Your answer should consist of each line from the data below that contains "linecap".
----
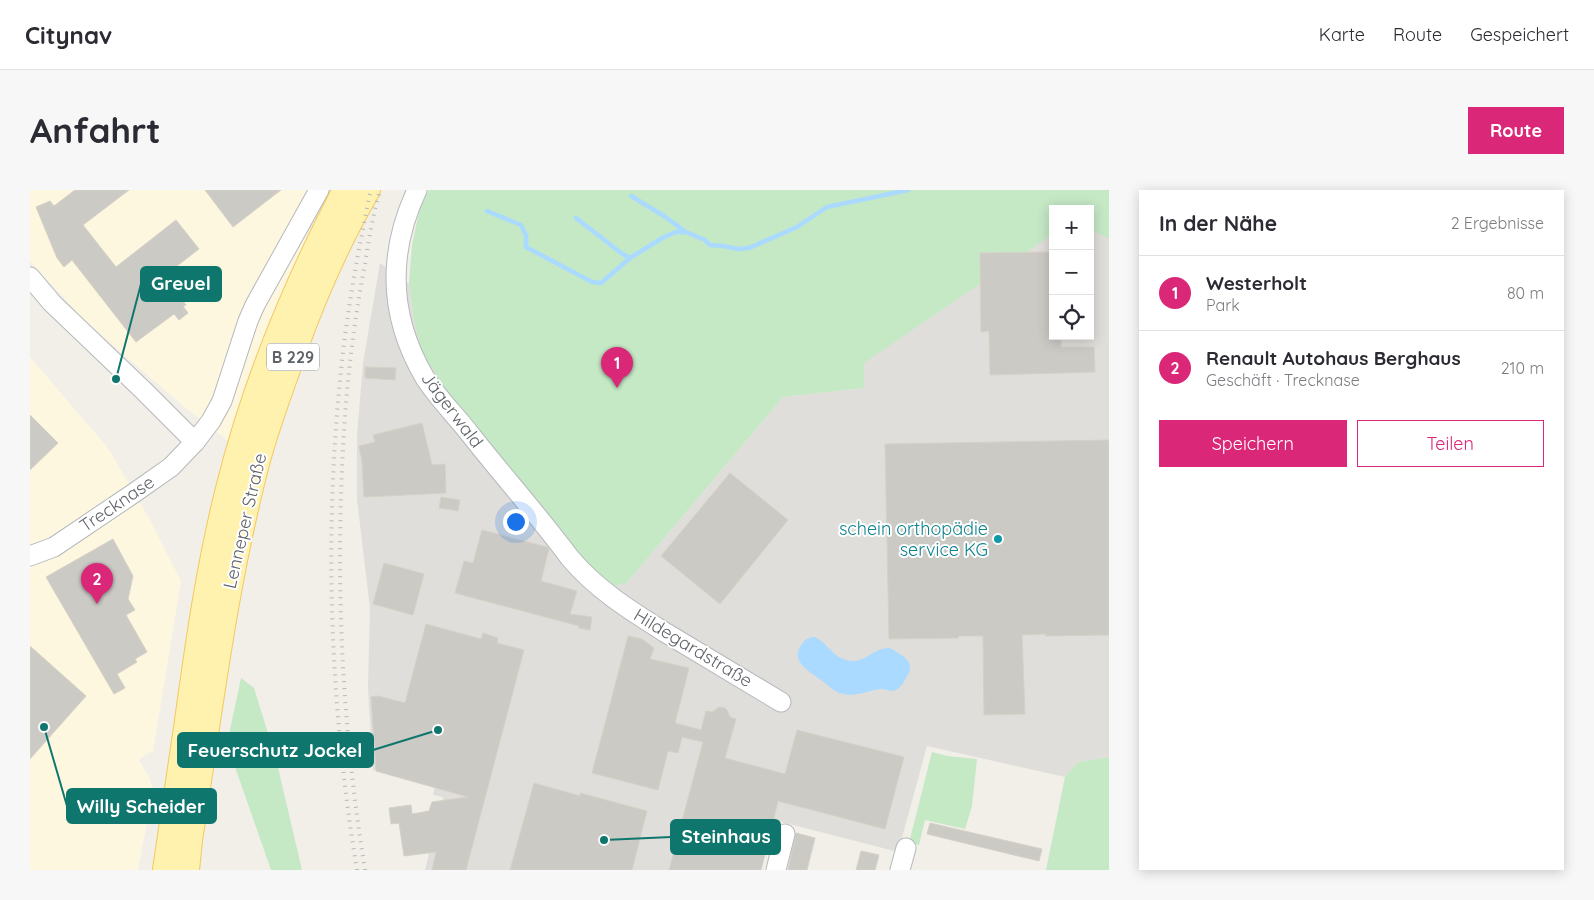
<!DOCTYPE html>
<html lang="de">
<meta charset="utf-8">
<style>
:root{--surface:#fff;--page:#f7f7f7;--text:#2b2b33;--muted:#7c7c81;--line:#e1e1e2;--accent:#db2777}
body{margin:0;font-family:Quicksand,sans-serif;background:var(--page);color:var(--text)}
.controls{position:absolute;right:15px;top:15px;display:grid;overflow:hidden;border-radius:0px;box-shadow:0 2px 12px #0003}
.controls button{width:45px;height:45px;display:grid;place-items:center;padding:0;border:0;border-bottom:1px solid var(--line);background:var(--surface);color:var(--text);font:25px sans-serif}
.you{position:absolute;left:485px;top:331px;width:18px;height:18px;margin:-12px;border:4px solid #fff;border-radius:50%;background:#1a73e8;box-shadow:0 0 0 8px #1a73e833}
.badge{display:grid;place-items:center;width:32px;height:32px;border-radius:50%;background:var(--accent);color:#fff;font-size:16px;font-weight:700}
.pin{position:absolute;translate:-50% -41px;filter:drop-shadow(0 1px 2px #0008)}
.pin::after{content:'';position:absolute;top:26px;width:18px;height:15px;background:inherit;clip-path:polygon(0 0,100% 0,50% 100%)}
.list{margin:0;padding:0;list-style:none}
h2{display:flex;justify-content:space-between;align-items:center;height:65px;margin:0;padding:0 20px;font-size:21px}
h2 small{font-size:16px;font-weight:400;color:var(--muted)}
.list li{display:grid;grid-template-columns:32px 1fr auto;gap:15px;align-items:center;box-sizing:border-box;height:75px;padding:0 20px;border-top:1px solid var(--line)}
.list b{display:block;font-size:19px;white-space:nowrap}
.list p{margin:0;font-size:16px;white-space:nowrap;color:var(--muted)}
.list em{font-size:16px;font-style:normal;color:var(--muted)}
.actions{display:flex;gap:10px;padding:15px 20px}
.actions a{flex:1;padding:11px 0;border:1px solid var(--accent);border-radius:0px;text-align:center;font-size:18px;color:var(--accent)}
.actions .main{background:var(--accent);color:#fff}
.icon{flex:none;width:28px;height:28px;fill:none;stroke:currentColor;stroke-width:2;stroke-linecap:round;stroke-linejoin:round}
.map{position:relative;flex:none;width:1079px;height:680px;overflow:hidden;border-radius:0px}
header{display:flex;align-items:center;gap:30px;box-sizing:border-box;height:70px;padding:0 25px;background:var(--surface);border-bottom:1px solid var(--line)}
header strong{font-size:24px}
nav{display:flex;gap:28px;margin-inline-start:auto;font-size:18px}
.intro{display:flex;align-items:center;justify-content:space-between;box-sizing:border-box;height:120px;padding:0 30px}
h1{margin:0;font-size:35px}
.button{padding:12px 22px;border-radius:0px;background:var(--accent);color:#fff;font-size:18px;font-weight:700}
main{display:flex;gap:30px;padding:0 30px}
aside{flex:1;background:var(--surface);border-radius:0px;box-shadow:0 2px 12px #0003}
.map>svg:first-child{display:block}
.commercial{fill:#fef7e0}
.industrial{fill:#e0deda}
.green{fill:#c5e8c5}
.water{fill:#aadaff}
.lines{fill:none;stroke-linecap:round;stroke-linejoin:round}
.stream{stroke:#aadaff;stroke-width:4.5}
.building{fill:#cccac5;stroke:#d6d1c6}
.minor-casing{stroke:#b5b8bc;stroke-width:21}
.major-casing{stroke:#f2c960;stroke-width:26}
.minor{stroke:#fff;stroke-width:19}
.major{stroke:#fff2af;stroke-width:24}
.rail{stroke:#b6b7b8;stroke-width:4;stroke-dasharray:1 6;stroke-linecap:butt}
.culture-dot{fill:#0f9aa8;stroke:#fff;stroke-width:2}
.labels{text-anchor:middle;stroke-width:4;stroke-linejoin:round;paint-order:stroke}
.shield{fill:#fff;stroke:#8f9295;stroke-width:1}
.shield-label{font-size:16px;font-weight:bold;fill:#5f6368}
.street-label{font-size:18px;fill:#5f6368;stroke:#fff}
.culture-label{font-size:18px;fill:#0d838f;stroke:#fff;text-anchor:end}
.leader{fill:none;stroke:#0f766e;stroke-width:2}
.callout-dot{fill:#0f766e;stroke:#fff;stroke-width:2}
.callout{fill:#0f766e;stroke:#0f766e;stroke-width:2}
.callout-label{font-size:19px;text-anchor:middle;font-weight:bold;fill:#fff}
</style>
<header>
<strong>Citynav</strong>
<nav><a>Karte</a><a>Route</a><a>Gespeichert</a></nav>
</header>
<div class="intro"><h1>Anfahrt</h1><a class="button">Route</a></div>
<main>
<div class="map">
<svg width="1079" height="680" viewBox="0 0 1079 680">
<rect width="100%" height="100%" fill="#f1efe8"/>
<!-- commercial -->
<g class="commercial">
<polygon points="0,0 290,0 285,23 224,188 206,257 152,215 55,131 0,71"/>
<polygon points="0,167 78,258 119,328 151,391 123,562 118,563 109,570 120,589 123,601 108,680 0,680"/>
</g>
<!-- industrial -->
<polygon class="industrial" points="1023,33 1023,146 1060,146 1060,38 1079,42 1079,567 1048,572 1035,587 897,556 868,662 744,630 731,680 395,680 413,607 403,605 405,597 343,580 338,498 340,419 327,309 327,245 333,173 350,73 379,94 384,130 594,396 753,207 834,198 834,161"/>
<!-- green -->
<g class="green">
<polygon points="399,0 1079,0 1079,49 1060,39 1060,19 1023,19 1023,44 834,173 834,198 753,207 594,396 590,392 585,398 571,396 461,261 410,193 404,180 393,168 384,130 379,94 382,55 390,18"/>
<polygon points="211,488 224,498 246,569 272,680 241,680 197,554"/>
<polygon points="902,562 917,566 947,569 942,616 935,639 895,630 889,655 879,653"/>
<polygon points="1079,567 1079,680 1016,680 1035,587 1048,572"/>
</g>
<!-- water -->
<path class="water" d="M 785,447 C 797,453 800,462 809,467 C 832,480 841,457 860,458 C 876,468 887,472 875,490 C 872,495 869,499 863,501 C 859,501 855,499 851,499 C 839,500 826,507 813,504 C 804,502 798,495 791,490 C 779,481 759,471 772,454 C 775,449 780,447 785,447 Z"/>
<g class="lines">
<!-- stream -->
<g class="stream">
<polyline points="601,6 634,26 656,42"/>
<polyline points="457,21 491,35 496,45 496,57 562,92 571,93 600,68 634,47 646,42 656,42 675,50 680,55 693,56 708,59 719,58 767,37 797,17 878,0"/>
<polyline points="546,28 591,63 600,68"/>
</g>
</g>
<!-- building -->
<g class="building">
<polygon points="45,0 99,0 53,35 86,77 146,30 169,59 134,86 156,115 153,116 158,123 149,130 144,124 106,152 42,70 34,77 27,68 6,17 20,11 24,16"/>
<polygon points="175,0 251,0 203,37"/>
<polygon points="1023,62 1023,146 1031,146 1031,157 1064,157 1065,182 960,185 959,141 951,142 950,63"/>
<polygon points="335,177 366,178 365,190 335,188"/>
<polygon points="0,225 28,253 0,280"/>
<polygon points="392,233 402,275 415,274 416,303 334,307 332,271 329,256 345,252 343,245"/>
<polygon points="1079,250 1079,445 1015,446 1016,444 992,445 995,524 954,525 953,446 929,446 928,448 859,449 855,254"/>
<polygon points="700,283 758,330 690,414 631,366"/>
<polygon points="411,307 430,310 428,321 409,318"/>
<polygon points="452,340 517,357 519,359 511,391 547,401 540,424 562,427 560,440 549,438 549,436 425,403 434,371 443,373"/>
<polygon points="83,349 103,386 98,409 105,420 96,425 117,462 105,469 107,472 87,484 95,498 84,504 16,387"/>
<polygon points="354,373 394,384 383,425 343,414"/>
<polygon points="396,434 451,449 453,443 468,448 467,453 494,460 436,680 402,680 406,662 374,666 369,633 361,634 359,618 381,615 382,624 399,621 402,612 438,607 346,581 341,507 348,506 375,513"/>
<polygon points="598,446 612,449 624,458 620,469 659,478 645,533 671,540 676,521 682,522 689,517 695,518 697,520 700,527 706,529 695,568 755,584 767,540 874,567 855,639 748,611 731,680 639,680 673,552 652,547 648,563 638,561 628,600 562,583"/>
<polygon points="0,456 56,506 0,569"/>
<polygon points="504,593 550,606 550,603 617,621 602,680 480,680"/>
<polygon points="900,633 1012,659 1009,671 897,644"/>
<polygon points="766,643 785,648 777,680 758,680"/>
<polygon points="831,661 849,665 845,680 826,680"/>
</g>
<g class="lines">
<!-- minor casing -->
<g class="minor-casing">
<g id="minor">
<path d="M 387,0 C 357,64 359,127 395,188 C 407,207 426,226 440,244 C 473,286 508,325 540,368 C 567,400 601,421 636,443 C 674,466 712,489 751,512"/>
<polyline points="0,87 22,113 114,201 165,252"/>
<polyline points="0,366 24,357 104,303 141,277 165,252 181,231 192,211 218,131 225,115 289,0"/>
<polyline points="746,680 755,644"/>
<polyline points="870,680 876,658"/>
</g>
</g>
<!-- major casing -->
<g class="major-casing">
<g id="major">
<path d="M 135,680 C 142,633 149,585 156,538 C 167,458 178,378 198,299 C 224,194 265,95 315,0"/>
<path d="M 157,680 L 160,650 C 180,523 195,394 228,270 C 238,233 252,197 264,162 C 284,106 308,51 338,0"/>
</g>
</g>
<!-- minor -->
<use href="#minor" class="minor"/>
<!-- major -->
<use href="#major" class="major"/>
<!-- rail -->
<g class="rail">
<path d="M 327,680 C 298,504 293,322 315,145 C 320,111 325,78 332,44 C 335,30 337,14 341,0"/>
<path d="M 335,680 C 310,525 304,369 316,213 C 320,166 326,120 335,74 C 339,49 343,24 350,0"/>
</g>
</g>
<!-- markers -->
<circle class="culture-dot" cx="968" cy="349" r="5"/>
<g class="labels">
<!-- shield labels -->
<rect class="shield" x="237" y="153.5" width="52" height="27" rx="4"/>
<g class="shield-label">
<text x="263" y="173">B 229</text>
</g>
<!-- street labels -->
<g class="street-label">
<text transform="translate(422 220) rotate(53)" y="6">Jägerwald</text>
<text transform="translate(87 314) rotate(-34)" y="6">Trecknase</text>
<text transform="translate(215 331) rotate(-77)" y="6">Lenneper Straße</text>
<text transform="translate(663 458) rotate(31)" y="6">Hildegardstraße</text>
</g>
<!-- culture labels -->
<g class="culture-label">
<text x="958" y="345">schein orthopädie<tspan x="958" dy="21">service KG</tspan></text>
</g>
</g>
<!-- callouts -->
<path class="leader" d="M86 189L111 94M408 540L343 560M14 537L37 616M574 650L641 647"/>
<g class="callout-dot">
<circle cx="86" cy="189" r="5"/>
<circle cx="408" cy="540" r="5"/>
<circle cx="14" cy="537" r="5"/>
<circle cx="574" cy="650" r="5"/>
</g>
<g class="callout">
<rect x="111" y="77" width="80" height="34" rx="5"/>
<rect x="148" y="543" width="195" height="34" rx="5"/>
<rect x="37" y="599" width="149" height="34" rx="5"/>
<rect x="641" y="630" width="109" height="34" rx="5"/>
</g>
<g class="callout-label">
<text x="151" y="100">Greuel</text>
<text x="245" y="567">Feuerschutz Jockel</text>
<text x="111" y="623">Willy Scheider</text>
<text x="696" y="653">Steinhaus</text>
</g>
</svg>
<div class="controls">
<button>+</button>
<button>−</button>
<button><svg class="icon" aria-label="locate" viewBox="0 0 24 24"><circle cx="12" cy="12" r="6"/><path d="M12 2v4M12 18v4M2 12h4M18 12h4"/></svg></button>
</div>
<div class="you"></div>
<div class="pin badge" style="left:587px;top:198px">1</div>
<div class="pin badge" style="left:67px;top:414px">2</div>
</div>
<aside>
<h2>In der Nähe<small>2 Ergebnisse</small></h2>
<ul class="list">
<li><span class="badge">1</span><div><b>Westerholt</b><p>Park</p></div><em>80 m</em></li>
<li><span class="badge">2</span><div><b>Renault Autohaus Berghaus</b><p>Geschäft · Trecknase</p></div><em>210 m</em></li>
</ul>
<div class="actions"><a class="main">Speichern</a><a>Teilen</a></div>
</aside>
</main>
----
- [Exercise response]:
.icon{flex:none;width:28px;height:28px;fill:none;stroke:currentColor;stroke-width:2;stroke-linecap:round;stroke-linejoin:round}
.lines{fill:none;stroke-linecap:round;stroke-linejoin:round}
.rail{stroke:#b6b7b8;stroke-width:4;stroke-dasharray:1 6;stroke-linecap:butt}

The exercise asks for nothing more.